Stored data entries
Segment Open

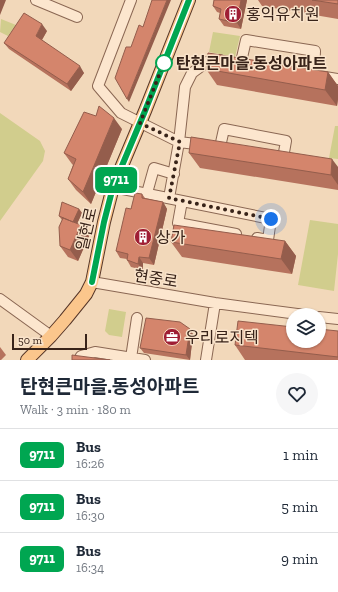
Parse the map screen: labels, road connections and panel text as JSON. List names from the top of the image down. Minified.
{"streets":{"main road":["일현로"],"street":["현중로"]},"crossings":[["일현로","현중로"]],"places":{"building":["홍익유치원","상가"],"other":["탄현큰마을.동성아파트"],"office":["우리로지텍"]},"lines":["bus line 9711"],"scale_bar":"50 m","page":{"on_map":"9711","scale":"50 m","heading":["탄현큰마을.동성아파트","Walk · 3 min · 180 m"],"list":[{"mark":"9711","name":"Bus","note":"16:26","value":"1 min"},{"mark":"9711","name":"Bus","note":"16:30","value":"5 min"},{"mark":"9711","name":"Bus","note":"16:34","value":"9 min"}]}}
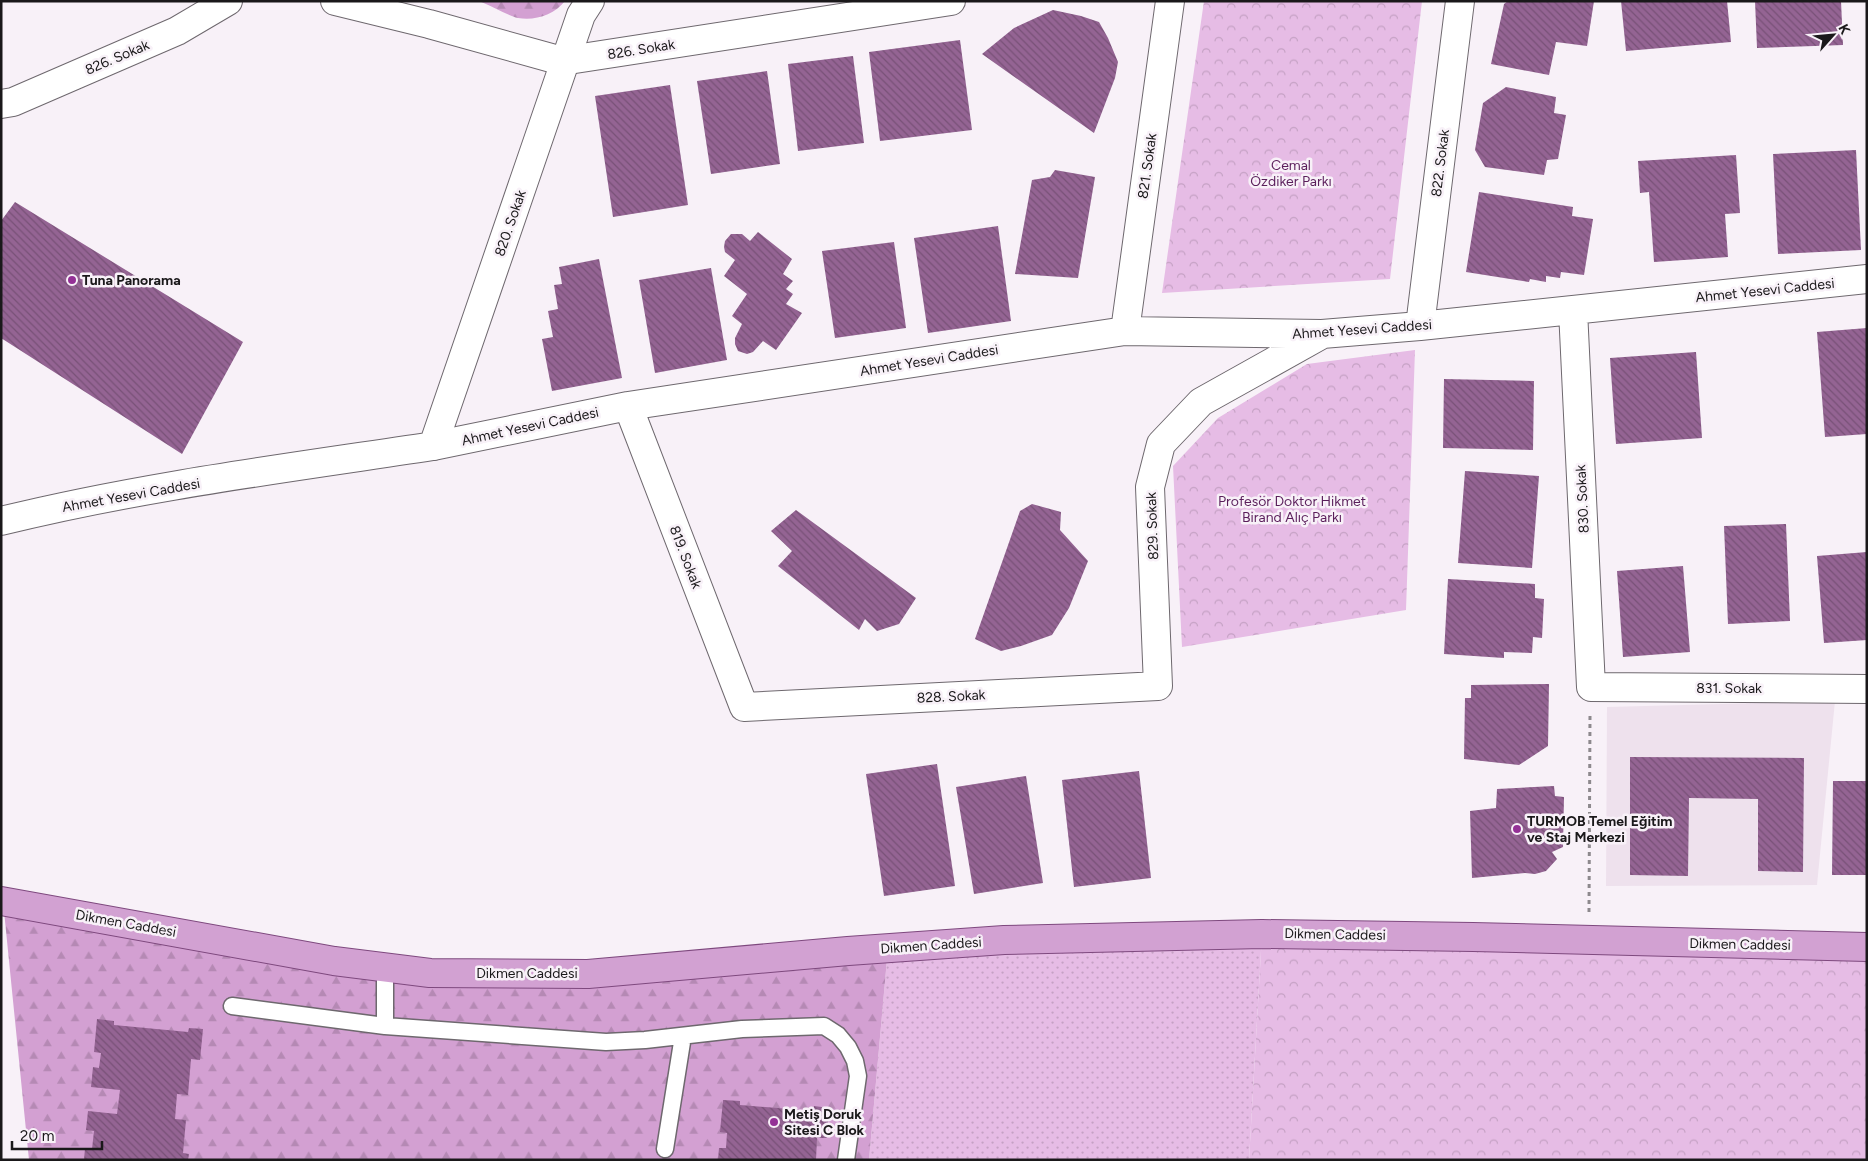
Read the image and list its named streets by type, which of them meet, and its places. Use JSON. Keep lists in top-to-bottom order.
{
  "streets": {
    "main road": ["Dikmen Caddesi"],
    "street": [
      "826. Sokak",
      "822. Sokak",
      "821. Sokak",
      "820. Sokak",
      "Ahmet Yesevi Caddesi",
      "830. Sokak",
      "829. Sokak",
      "819. Sokak",
      "831. Sokak",
      "828. Sokak"
    ]
  },
  "crossings": [
    ["826. Sokak", "820. Sokak"],
    ["822. Sokak", "Ahmet Yesevi Caddesi"],
    ["821. Sokak", "Ahmet Yesevi Caddesi"],
    ["820. Sokak", "Ahmet Yesevi Caddesi"],
    ["Ahmet Yesevi Caddesi", "830. Sokak"],
    ["Ahmet Yesevi Caddesi", "829. Sokak"],
    ["Ahmet Yesevi Caddesi", "819. Sokak"],
    ["830. Sokak", "831. Sokak"],
    ["829. Sokak", "828. Sokak"],
    ["819. Sokak", "828. Sokak"]
  ],
  "parks": ["Cemal Özdiker Parkı", "Profesör Doktor Hikmet Birand Alıç Parkı"],
  "places": ["Tuna Panorama", "TURMOB Temel Eğitim ve Staj Merkezi", "Metiş Doruk Sitesi C Blok"],
  "scale_bar": "20 m",
  "north": "top right"
}
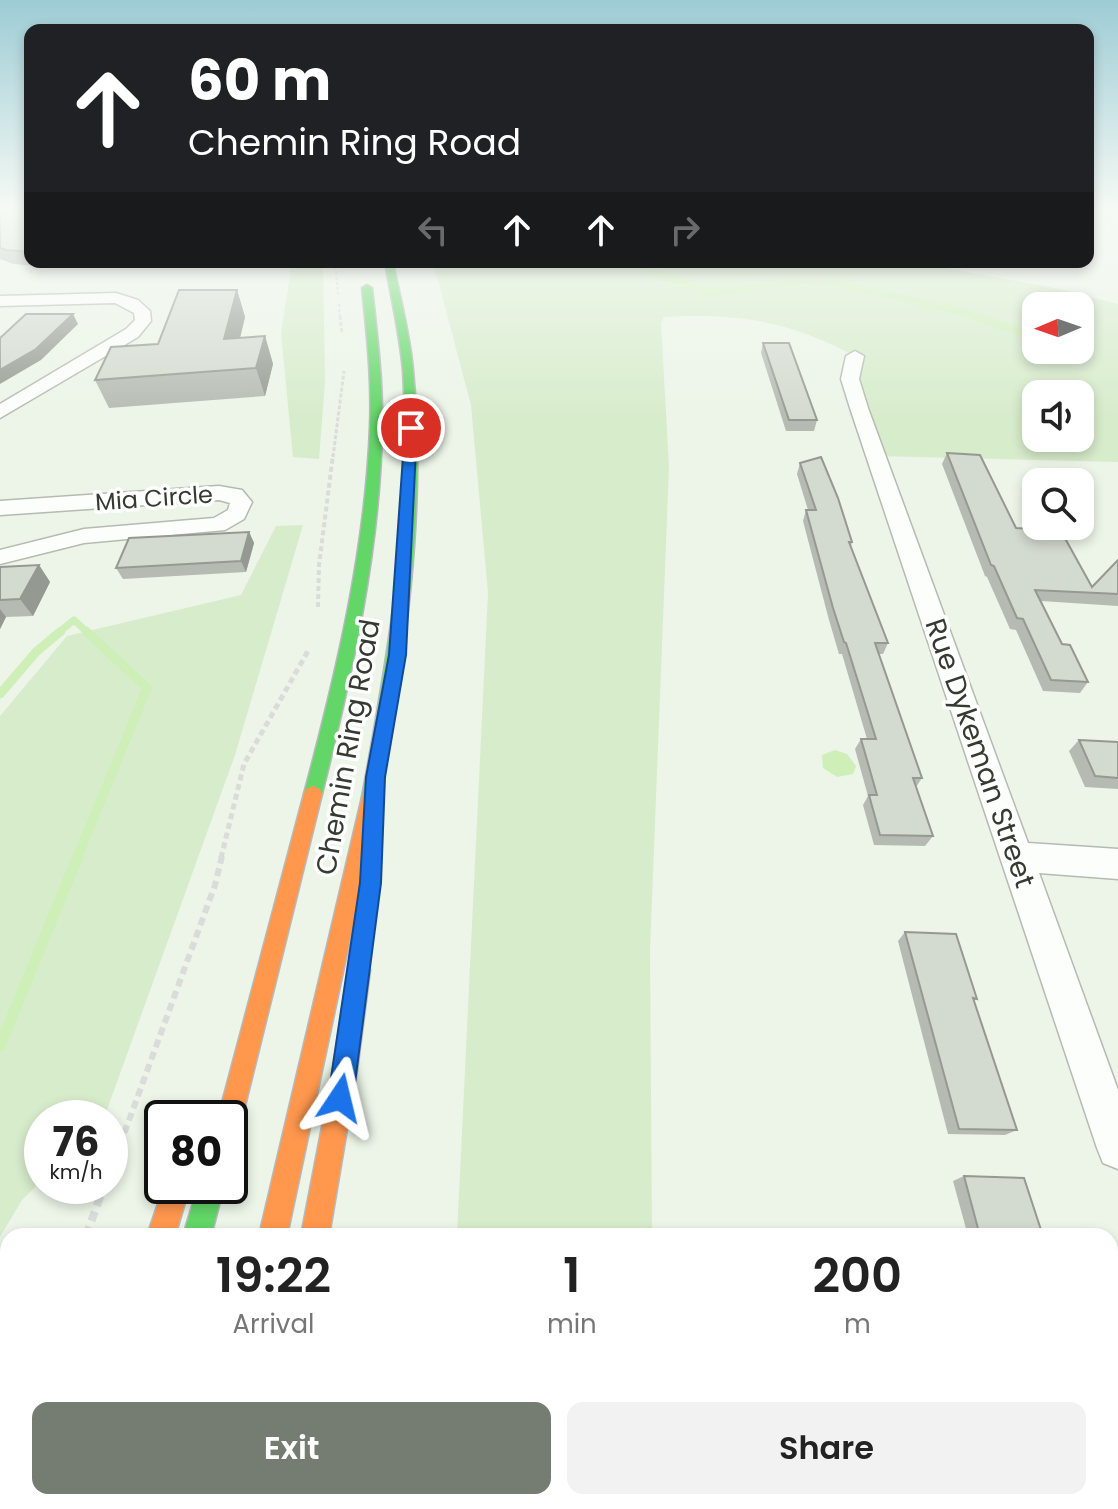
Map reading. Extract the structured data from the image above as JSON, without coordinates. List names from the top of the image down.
{
  "streets": {
    "highway": ["Chemin Ring Road"],
    "street": ["Mia Circle", "Rue Dykeman Street"]
  },
  "north": "left",
  "page": {
    "turn": ["60 m", "Chemin Ring Road"],
    "speed": "76 km/h",
    "limit": "80",
    "eta": [
      "19:22",
      "Arrival",
      "1",
      "min",
      "200",
      "m"
    ],
    "buttons": ["Exit", "Share"]
  }
}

Segment Closed

**PROBLEM REQUIREMENTS:**
Reproduce each line of the records exactly and exclude any images.

**EXERCISE RESULT:**
Parse the map screen: labels, road connections and panel text as JSON. List names from the top of the image down. Minified.
{"streets":{"main road":["일현로"],"street":["현중로"]},"crossings":[["일현로","현중로"]],"places":{"building":["홍익유치원","상가"],"other":["탄현큰마을.동성아파트"],"office":["우리로지텍"]},"lines":["bus line 9711"],"scale_bar":"50 m","page":{"on_map":"9711","scale":"50 m","heading":["탄현큰마을.동성아파트","Walk · 3 min · 180 m"],"list":[{"mark":"9711","name":"Bus","note":"16:26","value":"1 min"},{"mark":"9711","name":"Bus","note":"16:30","value":"5 min"},{"mark":"9711","name":"Bus","note":"16:34","value":"9 min"}]}}
Read the image and list its named streets by type, which of them meet, and its places. Use JSON. Keep lists in top-to-bottom order.
{
  "streets": {
    "main road": ["Dikmen Caddesi"],
    "street": [
      "826. Sokak",
      "822. Sokak",
      "821. Sokak",
      "820. Sokak",
      "Ahmet Yesevi Caddesi",
      "830. Sokak",
      "829. Sokak",
      "819. Sokak",
      "831. Sokak",
      "828. Sokak"
    ]
  },
  "crossings": [
    ["826. Sokak", "820. Sokak"],
    ["822. Sokak", "Ahmet Yesevi Caddesi"],
    ["821. Sokak", "Ahmet Yesevi Caddesi"],
    ["820. Sokak", "Ahmet Yesevi Caddesi"],
    ["Ahmet Yesevi Caddesi", "830. Sokak"],
    ["Ahmet Yesevi Caddesi", "829. Sokak"],
    ["Ahmet Yesevi Caddesi", "819. Sokak"],
    ["830. Sokak", "831. Sokak"],
    ["829. Sokak", "828. Sokak"],
    ["819. Sokak", "828. Sokak"]
  ],
  "parks": ["Cemal Özdiker Parkı", "Profesör Doktor Hikmet Birand Alıç Parkı"],
  "places": ["Tuna Panorama", "TURMOB Temel Eğitim ve Staj Merkezi", "Metiş Doruk Sitesi C Blok"],
  "scale_bar": "20 m",
  "north": "top right"
}
Map reading. Extract the structured data from the image above as JSON, without coordinates. List names from the top of the image down.
{
  "streets": {
    "highway": ["Chemin Ring Road"],
    "street": ["Mia Circle", "Rue Dykeman Street"]
  },
  "north": "left",
  "page": {
    "turn": ["60 m", "Chemin Ring Road"],
    "speed": "76 km/h",
    "limit": "80",
    "eta": [
      "19:22",
      "Arrival",
      "1",
      "min",
      "200",
      "m"
    ],
    "buttons": ["Exit", "Share"]
  }
}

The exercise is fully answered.